Der Arbeitsmarkt selbst? Er schwankt derzeit zwischen strukturellem Mangel (vor allem ländlich) und punktueller Übersättigung (Großstadtprämisse). Für Einsteiger bedeutet das: Flexibilität beim Wohnort, offene Augen für verschnarchte Regionen und die Bereitschaft, sich auch auf Ungewohntes einzulassen.

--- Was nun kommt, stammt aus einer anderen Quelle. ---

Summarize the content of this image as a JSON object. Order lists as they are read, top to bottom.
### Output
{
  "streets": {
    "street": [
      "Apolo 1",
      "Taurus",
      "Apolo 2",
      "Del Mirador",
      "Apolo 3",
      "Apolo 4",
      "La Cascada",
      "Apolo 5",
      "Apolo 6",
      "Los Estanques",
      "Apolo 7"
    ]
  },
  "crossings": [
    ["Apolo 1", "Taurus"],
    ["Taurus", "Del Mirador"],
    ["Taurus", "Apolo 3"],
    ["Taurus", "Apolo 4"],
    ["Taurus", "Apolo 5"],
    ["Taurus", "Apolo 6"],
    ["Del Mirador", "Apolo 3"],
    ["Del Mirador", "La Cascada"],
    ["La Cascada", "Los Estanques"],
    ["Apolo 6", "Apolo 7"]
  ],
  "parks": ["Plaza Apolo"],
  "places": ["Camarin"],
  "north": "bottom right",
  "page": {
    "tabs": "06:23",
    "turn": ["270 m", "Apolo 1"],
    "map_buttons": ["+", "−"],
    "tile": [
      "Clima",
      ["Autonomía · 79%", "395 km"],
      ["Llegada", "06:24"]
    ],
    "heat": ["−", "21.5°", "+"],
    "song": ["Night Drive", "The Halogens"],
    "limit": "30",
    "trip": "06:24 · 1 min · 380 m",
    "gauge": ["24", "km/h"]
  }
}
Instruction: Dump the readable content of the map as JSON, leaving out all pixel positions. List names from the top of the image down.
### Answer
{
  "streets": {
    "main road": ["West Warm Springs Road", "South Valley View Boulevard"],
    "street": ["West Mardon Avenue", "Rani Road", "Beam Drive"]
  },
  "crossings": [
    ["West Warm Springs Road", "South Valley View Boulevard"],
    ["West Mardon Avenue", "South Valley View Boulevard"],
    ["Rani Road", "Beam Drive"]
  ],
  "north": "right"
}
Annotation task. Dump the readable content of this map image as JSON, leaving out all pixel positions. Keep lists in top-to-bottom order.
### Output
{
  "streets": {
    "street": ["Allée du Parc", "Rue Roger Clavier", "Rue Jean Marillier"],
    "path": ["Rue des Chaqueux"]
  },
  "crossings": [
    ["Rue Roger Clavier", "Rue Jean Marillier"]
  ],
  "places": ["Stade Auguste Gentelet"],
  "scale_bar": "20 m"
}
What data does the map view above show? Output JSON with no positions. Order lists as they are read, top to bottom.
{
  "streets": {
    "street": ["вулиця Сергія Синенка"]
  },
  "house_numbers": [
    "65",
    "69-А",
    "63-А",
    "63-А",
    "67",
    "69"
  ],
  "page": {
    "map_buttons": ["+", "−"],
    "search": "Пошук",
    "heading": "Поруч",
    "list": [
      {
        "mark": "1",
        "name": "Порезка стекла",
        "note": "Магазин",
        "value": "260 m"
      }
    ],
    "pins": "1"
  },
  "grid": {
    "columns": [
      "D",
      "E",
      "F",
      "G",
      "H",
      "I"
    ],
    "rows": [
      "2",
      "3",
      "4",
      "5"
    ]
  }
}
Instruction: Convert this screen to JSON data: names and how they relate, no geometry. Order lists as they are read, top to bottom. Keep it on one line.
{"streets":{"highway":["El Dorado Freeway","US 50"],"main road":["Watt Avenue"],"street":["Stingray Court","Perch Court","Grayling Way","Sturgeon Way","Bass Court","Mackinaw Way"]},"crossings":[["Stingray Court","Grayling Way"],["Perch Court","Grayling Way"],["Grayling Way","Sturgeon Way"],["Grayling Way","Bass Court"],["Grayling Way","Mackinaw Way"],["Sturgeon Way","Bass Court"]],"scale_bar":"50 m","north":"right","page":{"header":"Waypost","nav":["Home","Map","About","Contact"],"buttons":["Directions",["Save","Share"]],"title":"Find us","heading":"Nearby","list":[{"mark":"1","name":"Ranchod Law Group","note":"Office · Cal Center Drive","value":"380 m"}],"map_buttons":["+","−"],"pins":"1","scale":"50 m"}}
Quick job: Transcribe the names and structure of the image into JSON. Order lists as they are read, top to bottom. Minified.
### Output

Grenzen, Belastungen und eine Prise Zuversicht

Redet man ehrlich, scheinen viele, die beginnen, zwei zentrale Ängste zu teilen: Erstens die Sorge, sich selbst im Strudel schwerer Themen zu verlieren. Zweitens die Frage, ob angesichts von Digitalisierung, Kostendruck und bürokratischen Umwegen der eigene Beruf nicht langsam zur Formel schrumpft. Tatsächlich gibt’s Tendenzen zu mehr Teletherapie, zu digitalen Selbsttests, zu Standardisierung. Aber, und das bleibt mein persönlicher Hoffnungsschimmer: Kein System, kein Algorithmus ersetzt das echte Hinschauen und Zuhören. Der Mensch bleibt der eigentliche Wirkstoff – und die Ressource, die nicht in Tabellen gepresst werden kann.

Bleibt noch die Frage: Ist der Beruf das Richtige? Sicher sagen kann das niemand – erst recht nicht ich, trotz Jahren im Sattel. Man ahnt es mit der Zeit. Wer Lust auf lebenslanges Lernen, ehrliche Begegnungen und gelegentliche Irrwege hat, findet hier kein schlechtes Terrain. Und gelegentlich, ganz selten, spürt man, dass aus dem Spagat zwischen Mut zur Nähe und kluger Distanz ein Beruf wird, der einen trägt.